SF writers on the future

Former BB Guestblogger John Shirley interviewed me, Pat Murphy, Kim Stanley Robinson, Norman Spinrad, Bruce Sterling and Ken Wharton, as science fiction writers, about the future. It's just showed up on Locus's website:

Cory Doctorow doubts the efficacy of big control and again sees information as the key: "The Stasi – the East German version of the KGB – had detailed files on virtually every resident of East Germany, yet somehow managed to miss the fact that the Berlin Wall was about to come down until it was already in rubble. Tell me again how a centralized government makes us more secure?
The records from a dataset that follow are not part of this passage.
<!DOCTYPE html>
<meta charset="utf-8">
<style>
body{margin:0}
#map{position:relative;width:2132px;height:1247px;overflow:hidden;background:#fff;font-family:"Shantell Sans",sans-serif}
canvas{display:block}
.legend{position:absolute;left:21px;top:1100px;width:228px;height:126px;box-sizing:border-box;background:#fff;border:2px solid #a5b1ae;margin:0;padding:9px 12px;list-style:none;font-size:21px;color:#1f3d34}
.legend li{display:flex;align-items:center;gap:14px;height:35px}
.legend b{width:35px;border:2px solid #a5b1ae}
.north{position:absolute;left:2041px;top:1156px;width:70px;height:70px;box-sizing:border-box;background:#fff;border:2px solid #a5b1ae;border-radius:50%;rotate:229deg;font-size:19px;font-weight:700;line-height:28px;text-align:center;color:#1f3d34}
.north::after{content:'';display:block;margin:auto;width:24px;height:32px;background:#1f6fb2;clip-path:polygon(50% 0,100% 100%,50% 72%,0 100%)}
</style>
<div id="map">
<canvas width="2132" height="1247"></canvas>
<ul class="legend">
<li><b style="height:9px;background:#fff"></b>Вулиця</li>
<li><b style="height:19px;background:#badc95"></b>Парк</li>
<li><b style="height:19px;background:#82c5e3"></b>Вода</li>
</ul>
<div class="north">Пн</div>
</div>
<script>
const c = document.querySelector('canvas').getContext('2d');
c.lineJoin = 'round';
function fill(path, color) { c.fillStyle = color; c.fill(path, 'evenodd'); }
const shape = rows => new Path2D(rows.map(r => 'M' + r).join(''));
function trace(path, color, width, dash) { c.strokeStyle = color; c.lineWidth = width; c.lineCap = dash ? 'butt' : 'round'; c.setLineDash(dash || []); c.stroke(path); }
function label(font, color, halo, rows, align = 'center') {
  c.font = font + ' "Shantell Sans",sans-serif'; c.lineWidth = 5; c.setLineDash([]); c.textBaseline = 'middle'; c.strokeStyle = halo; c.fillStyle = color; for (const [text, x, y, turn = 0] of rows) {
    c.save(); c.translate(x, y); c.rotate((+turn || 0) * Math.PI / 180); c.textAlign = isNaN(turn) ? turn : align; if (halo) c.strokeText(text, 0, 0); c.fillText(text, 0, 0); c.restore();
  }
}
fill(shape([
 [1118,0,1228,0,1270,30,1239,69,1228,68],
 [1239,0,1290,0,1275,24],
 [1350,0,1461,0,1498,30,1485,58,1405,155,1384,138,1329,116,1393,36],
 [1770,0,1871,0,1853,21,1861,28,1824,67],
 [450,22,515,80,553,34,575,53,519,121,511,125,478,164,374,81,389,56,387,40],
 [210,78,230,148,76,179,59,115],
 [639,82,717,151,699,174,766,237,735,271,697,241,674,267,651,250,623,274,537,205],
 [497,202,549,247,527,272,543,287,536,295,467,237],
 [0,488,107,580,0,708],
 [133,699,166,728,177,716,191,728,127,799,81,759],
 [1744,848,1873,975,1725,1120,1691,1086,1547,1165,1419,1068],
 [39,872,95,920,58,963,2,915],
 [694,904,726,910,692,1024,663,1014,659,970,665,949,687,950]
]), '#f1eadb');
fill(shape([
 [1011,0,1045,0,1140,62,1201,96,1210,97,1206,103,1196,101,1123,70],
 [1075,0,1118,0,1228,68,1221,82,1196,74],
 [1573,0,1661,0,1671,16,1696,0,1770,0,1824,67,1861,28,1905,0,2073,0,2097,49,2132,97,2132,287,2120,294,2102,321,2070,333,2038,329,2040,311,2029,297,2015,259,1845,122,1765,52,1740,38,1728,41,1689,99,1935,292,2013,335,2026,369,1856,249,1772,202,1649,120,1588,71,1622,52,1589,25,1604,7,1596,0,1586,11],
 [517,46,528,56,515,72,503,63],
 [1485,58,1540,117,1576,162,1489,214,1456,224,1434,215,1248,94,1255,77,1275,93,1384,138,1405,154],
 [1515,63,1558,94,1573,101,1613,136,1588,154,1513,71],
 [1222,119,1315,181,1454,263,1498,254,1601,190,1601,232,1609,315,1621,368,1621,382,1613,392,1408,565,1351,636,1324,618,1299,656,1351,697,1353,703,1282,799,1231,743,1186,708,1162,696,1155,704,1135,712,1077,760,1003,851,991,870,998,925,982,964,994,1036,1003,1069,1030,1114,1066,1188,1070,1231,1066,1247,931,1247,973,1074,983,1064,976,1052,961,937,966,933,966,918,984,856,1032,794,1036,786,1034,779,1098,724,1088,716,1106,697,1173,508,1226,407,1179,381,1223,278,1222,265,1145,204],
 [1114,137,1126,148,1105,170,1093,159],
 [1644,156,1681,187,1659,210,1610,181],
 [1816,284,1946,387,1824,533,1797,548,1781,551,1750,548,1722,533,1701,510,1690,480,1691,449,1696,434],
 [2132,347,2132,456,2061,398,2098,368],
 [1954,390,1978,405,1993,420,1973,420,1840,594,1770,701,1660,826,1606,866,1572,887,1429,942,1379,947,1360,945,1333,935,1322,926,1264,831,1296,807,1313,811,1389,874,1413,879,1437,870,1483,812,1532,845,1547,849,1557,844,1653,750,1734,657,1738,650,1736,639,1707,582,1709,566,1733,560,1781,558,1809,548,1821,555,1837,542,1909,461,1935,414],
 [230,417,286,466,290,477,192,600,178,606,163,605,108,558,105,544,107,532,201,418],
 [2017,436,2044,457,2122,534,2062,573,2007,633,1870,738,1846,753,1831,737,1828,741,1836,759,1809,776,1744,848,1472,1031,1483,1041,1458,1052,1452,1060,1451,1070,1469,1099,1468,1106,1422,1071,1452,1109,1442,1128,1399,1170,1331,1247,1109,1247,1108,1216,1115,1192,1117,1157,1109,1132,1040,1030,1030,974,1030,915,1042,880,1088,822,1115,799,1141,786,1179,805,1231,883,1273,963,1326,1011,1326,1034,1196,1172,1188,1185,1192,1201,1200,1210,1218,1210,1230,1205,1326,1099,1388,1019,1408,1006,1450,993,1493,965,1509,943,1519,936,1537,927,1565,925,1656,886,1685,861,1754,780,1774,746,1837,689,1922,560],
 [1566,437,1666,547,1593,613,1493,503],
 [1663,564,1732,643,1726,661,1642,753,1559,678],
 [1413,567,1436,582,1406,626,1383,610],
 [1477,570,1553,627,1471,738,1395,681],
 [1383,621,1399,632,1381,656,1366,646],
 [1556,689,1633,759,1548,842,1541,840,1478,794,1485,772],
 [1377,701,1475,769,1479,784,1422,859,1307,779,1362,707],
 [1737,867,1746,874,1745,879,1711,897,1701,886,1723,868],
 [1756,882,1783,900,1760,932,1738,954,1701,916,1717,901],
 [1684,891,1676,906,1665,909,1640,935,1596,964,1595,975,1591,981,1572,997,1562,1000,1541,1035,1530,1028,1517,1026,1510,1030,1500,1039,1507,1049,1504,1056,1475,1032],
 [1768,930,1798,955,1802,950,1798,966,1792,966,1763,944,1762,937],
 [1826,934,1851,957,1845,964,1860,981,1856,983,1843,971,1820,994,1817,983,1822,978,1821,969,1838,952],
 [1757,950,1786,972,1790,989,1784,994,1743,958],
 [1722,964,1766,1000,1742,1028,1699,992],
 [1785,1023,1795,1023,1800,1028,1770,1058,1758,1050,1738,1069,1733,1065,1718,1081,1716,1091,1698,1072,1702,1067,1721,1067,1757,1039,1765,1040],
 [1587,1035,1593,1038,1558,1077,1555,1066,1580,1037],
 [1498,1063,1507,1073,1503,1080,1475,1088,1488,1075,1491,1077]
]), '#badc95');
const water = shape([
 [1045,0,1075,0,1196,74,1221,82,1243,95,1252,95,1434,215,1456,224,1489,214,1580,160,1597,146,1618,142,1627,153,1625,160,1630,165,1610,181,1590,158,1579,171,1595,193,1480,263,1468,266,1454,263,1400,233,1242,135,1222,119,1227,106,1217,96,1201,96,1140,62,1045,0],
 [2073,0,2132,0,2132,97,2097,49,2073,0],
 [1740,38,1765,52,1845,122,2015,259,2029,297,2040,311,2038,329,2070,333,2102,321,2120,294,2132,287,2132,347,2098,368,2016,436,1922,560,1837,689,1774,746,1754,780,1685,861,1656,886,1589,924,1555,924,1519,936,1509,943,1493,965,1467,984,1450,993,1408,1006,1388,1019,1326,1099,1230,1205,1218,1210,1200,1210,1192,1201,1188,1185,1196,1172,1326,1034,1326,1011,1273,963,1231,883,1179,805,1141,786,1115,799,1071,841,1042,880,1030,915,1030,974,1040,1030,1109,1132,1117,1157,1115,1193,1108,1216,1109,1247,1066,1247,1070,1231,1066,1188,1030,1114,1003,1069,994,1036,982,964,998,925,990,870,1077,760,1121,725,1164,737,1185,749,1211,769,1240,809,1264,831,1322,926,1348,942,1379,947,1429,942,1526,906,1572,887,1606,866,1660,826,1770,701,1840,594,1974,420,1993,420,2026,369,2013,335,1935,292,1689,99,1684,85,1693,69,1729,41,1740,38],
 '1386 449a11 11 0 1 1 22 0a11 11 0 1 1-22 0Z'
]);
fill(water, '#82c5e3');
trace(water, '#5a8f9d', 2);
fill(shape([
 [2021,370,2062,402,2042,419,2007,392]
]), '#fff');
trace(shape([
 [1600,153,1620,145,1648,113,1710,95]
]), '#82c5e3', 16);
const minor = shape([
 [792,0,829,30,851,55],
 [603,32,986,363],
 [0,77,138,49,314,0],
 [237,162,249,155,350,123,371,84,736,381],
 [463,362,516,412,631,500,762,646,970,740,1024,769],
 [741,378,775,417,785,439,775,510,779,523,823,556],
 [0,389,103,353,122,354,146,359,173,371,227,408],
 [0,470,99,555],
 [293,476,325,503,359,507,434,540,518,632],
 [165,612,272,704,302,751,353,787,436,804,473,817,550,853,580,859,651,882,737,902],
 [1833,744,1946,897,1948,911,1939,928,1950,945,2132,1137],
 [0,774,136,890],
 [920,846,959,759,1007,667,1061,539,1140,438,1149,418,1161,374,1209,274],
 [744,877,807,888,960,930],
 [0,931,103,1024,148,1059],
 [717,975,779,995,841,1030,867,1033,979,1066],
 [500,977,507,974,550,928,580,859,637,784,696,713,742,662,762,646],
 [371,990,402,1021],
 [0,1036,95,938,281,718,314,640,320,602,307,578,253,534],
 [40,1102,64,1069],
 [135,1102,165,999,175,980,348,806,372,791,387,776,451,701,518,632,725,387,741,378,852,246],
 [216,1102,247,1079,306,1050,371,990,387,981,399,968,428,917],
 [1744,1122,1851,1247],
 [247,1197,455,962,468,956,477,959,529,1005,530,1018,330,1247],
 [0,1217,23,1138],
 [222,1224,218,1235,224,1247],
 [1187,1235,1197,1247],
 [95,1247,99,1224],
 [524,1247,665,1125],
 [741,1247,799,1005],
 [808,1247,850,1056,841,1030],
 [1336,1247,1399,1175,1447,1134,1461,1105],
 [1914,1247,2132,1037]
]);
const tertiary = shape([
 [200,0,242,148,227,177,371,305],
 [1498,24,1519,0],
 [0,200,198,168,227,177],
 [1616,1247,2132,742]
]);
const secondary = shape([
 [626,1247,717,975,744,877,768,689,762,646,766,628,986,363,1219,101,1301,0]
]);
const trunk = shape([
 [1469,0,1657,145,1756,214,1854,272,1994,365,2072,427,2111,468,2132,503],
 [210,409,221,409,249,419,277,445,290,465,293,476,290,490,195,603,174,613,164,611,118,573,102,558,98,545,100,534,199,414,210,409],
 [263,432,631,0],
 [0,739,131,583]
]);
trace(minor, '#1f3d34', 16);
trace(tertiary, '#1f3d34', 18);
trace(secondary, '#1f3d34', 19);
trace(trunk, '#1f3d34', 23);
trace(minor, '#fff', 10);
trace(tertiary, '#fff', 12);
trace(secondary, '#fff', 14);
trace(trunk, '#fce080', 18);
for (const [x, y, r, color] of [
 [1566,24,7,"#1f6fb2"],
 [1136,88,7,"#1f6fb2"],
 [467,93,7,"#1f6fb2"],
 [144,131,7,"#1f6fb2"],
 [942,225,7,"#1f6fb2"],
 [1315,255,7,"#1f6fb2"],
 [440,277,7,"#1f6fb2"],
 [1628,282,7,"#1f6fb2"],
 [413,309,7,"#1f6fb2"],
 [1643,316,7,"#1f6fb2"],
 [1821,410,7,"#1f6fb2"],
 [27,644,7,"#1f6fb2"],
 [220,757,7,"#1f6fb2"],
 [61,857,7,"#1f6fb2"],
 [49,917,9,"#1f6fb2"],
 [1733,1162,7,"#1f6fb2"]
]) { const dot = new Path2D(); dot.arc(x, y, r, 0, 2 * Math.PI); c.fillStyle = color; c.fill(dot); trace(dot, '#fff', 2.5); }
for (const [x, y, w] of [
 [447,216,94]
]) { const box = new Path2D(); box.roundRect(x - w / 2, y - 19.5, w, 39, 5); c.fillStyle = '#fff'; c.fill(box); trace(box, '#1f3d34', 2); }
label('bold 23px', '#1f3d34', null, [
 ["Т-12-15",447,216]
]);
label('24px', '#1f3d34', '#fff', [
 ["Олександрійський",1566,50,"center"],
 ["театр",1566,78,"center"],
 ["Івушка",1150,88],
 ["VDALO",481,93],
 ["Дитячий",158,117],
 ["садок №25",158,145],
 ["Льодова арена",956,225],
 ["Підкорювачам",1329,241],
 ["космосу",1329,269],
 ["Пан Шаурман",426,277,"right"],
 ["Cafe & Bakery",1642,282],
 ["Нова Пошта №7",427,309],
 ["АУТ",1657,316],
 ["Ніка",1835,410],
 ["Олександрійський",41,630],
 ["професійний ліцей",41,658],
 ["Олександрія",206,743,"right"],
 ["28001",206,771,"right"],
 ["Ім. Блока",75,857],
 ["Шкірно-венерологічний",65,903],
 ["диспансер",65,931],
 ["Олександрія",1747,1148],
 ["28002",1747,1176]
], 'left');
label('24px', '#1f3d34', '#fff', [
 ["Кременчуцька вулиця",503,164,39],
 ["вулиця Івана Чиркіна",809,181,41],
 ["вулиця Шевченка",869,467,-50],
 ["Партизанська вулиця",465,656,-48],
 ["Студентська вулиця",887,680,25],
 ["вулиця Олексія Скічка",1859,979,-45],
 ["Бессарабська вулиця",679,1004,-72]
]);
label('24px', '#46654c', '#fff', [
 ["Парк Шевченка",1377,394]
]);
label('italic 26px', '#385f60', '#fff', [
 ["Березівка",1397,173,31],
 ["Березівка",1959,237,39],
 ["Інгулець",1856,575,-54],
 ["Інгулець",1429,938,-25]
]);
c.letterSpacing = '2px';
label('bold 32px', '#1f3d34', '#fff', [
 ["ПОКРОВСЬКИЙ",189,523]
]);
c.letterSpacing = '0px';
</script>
September 11th wasn't a failure to gather enough intelligence: it was a failure to correctly interpret the intelligence in hand. There was too much irrelevant data, too much noise. Gathering orders of magnitude MORE noise just puts that needle into a much bigger haystack, while imposing high social costs. Fingerprinting visitors to the US and jailing foreign journalists for not understanding the impossibly baroque new visa regs makes America less secure (by encouraging people to lie about the purposes of their visit and by chasing honest people out of the country), not more."

Bruce Sterling speculates that big global government might take new shapes: "I had a brainstorm about this very problem recently. What if there were two global systems of governance, and they weren't based on control of the landscape? Suppose they interpenetrated and competed everywhere, sort of like Tory and Labour, or Coke and Pepsi. I'm kind of liking this European 'Acquis' model where there is scarcely any visible 'governing' going on, and everything is accomplished on the levels of invisible infrastructure, like highway regulations and currency reform."